Mulheres em casa, homens na rua. Mulheres, família; homens, negócios. Mulheres castas; homens promíscuos. Na Bahia da Independência, esse tipo de relação homem/mulher só vale para as brancas ricas, já que a idéia de ficar trancada dentro de casa não era bem vista por uma descendente de índios.
Até 1808 não existiam muitas mulheres brancas no Brasil. Isso muda com a chegada da família real, quando se inicia o fluxo de portuguesas para cá. Essas viviam como as européias: trancadas em casa, cuidando dos filhos e do lar. Estudavam em casa ou em instituições religiosas e, embora soubessem ler, quase sempre eram proibidas de escrever. Costumavam se casar entre os 15 e 20 anos de idade e caso cometessem adultério, eram largadas pelo marido, arcavam com o estigma de “desonradas” e perdiam o direito à herança e o de ver os filhos. Seria justo se a mesma regra fosse sempre aplicada aos homens também.
Essas mulheres brancas eram responsáveis pela cozinha, administração da casa e educação dos filhos. Traziam de Portugal a tradição doceira e, com adaptações, fizeram dos doces um dos pilares da culinária baiana.
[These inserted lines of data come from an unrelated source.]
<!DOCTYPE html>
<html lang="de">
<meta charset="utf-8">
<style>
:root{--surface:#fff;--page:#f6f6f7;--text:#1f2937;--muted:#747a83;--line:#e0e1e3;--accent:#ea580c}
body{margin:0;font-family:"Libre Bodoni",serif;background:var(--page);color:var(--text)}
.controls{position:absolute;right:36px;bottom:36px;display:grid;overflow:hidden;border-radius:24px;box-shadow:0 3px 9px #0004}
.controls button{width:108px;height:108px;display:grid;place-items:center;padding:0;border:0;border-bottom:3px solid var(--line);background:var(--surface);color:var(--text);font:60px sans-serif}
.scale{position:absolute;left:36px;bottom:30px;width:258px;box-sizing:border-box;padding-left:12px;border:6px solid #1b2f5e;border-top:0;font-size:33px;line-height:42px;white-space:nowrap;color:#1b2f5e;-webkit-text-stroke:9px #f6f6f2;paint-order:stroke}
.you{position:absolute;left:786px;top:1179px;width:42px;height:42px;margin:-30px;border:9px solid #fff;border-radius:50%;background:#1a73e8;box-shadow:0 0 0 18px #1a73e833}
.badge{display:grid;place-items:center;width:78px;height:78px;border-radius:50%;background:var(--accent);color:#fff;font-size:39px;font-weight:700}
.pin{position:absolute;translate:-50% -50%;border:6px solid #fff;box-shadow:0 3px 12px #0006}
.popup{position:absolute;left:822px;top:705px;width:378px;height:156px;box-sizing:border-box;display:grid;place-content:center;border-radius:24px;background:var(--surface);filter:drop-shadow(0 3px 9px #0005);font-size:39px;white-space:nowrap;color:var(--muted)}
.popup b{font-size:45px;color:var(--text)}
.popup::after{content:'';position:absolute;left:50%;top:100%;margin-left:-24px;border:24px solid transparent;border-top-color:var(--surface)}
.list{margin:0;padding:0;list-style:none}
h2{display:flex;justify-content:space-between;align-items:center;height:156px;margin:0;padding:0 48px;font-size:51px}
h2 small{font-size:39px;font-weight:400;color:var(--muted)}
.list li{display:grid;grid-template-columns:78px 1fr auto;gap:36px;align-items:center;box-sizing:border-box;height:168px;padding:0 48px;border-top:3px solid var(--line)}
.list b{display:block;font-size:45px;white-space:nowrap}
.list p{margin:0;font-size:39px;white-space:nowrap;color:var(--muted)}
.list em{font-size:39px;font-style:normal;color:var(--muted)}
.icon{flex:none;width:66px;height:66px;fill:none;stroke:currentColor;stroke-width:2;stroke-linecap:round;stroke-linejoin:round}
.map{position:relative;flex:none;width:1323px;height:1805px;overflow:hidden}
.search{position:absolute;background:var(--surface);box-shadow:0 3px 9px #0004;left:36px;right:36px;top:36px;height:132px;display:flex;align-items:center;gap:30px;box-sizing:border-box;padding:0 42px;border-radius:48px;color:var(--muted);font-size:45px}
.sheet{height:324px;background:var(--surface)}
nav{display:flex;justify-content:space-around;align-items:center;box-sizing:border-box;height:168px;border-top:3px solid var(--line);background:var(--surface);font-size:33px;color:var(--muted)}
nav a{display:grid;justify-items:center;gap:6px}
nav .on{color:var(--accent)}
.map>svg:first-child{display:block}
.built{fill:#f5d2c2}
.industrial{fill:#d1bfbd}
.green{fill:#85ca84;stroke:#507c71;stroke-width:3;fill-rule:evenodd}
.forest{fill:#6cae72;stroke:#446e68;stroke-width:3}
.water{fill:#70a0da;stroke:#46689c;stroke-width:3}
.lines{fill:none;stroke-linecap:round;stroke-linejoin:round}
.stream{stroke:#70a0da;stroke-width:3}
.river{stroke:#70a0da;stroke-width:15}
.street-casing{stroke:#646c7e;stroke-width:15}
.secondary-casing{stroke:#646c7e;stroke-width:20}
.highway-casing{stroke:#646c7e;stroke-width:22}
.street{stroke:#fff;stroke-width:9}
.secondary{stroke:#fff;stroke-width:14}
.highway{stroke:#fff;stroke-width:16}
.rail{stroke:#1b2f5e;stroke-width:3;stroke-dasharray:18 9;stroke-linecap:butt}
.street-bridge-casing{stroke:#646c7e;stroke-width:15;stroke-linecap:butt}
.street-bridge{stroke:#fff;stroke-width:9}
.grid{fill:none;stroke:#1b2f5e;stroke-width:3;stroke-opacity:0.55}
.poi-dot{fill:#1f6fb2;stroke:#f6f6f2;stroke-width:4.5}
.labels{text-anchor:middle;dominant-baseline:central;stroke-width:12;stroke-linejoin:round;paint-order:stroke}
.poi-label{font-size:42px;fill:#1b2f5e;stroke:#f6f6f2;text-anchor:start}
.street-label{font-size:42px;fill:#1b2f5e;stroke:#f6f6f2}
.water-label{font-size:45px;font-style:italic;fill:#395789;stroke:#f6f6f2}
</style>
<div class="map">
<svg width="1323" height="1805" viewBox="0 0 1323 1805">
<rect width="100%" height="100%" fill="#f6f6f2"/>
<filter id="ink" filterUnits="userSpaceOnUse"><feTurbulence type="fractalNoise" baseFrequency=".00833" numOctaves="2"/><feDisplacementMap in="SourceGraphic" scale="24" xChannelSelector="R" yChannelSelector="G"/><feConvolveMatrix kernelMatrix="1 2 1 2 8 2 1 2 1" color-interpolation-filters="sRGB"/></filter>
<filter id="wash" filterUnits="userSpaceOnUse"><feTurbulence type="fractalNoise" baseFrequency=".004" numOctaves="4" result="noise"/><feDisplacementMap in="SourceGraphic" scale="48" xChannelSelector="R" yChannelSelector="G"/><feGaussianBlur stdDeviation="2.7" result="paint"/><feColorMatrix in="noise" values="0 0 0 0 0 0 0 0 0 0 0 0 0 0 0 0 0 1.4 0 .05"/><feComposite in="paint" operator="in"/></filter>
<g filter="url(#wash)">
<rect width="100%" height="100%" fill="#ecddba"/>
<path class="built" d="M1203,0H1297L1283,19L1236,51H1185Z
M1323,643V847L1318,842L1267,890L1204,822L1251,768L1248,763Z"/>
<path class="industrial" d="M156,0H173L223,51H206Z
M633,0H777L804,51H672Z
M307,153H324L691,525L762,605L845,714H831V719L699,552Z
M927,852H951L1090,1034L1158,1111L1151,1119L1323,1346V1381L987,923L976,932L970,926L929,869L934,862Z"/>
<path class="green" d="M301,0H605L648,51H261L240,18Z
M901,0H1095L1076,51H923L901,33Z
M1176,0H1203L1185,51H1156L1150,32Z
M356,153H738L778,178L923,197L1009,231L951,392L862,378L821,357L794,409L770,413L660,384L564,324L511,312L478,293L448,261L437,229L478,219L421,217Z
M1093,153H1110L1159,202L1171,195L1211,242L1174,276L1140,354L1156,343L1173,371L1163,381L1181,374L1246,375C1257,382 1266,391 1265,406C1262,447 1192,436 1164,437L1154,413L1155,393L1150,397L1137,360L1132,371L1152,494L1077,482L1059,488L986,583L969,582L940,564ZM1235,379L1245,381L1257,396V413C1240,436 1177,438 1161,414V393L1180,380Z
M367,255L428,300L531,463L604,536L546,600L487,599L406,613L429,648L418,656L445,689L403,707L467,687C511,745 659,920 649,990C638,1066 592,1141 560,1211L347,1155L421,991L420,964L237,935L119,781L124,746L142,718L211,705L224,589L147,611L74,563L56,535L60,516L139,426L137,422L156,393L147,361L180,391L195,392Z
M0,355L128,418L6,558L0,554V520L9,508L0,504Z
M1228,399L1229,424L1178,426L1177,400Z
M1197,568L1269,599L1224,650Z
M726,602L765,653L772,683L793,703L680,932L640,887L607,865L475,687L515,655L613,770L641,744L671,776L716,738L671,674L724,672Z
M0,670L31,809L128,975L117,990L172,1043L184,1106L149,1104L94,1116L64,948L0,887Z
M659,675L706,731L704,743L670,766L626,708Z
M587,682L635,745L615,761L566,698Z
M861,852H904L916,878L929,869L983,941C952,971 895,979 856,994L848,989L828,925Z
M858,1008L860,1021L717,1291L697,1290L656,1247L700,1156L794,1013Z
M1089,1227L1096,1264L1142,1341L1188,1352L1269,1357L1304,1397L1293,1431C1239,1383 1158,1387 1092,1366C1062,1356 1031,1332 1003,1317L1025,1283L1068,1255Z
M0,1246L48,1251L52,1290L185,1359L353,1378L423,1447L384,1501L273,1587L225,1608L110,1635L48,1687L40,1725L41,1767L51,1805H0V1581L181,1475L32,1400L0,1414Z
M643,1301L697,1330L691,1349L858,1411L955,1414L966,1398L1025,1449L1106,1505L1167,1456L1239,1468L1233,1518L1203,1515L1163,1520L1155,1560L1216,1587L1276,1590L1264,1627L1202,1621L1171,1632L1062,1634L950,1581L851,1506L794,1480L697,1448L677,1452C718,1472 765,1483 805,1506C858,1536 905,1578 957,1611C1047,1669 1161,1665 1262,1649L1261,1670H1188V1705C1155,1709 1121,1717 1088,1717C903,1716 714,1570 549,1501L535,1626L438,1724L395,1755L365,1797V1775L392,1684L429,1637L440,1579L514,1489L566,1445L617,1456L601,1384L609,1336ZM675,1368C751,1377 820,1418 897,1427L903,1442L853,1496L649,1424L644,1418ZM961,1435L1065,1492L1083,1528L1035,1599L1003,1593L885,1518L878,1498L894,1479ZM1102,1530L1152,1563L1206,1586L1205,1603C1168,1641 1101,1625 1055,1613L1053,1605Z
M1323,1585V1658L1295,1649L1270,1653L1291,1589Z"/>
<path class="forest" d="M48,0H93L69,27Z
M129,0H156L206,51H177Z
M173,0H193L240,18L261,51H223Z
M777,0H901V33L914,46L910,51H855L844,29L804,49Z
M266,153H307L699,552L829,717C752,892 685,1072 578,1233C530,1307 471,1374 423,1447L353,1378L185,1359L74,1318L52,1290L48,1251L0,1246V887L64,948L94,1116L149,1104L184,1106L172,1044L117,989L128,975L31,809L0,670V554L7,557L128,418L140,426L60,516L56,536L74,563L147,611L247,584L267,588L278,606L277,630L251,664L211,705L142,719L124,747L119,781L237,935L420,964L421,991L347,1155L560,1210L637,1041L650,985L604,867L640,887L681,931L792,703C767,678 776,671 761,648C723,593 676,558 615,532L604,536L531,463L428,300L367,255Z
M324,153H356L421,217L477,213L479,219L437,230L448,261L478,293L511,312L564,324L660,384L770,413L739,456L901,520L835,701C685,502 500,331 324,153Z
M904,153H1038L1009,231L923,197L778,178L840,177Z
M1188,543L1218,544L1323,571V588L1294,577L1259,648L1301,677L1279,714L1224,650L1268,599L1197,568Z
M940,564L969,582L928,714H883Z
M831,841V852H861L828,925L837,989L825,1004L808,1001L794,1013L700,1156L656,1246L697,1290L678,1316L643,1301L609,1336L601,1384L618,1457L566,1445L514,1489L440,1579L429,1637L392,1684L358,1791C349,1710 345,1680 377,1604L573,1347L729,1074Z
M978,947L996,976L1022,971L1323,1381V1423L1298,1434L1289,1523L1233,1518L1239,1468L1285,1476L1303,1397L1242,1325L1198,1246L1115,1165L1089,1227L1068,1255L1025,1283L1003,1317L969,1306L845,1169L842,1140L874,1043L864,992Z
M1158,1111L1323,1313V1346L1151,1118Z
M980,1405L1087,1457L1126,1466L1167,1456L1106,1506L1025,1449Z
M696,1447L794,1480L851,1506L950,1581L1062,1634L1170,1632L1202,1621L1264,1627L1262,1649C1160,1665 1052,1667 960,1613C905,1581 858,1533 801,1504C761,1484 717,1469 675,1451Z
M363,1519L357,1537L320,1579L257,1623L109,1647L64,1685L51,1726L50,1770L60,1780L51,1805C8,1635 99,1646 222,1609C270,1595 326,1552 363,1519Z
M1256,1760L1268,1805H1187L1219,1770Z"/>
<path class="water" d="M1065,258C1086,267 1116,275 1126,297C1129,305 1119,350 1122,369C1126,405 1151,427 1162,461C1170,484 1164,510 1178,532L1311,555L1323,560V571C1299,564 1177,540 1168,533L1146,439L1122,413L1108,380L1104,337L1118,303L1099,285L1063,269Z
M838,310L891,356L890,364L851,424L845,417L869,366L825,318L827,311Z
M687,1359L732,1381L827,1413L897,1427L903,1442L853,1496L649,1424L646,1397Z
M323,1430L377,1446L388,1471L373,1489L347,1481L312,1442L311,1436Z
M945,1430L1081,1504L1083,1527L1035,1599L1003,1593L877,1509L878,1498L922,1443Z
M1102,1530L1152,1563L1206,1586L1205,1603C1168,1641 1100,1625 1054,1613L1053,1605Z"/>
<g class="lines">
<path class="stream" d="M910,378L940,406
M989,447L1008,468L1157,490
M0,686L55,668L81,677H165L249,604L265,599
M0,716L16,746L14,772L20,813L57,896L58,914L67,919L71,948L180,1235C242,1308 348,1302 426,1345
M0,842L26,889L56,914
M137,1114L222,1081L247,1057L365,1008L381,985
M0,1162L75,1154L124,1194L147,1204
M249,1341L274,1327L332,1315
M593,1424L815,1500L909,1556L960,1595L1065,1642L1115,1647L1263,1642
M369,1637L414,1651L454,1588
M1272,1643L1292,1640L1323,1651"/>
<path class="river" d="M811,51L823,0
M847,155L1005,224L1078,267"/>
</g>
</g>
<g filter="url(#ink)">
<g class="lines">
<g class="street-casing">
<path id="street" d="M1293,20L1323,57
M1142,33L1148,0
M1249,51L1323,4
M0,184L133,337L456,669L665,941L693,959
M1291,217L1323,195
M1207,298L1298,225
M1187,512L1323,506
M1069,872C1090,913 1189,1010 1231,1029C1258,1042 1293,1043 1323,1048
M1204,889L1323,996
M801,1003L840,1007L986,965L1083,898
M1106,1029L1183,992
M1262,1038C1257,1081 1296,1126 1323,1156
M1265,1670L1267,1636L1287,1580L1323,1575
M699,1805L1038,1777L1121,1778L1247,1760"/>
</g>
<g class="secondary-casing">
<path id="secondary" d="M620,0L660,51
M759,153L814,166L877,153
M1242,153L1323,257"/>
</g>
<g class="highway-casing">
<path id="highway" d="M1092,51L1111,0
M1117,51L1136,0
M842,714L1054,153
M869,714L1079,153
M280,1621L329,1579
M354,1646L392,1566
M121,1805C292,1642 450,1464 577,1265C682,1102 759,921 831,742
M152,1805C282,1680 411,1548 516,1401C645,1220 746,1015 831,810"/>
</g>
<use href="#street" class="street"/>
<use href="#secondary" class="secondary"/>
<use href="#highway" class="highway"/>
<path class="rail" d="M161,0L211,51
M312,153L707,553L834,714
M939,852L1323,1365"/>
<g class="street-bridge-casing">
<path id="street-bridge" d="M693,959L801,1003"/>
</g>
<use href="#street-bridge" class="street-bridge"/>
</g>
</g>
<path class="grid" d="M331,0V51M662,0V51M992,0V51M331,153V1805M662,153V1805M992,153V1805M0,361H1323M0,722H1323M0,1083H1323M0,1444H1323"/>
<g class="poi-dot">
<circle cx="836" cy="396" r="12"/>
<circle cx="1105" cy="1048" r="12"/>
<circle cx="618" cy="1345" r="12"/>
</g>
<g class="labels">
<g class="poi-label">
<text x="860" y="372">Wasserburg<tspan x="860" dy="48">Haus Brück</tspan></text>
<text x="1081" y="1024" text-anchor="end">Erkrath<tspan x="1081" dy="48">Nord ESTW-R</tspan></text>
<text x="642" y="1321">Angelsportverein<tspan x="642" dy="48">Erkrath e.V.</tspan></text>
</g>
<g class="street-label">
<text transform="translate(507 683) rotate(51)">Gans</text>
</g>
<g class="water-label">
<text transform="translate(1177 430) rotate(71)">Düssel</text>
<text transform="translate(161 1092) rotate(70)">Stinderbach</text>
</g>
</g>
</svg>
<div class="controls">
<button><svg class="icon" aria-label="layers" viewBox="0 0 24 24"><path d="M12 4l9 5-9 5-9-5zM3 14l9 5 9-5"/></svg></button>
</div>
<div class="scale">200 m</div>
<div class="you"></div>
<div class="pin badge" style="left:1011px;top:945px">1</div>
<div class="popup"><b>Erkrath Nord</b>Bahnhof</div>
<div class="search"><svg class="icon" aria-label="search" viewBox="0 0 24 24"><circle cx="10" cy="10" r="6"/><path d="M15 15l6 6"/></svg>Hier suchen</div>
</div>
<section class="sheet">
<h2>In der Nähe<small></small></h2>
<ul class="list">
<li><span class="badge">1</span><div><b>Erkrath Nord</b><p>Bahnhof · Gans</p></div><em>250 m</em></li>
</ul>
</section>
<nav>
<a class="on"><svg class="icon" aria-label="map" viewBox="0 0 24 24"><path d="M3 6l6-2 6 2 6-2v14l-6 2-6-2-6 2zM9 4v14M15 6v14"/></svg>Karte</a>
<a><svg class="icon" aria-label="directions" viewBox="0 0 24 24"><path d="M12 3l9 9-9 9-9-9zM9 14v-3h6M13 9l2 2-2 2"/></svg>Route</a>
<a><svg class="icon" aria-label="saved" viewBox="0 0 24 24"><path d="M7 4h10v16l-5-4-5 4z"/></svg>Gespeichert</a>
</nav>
A maioria das famílias “brancas” continuava tendo como iaiá[1] moças descendentes de índios. A elite portuguesa esperava delas o mesmo comportamento das européias, mas a vida trancada em casa não caía bem a uma índia acostumada com a liberdade e o contato direto com a natureza, o que é perfeitamente compreensível. Elas conseguiam sair às ruas em visitas às igrejas (Salvador já tinha muitas) e casas de outras mulheres casadas e religiosas. O gosto dessas mulheres pela arte religiosa foi fundamental para o barroco baiano. O sangue índio ajudava na criação dos filhos: para um tupi, a vida da família gira em torno das crianças, dos curumins[2].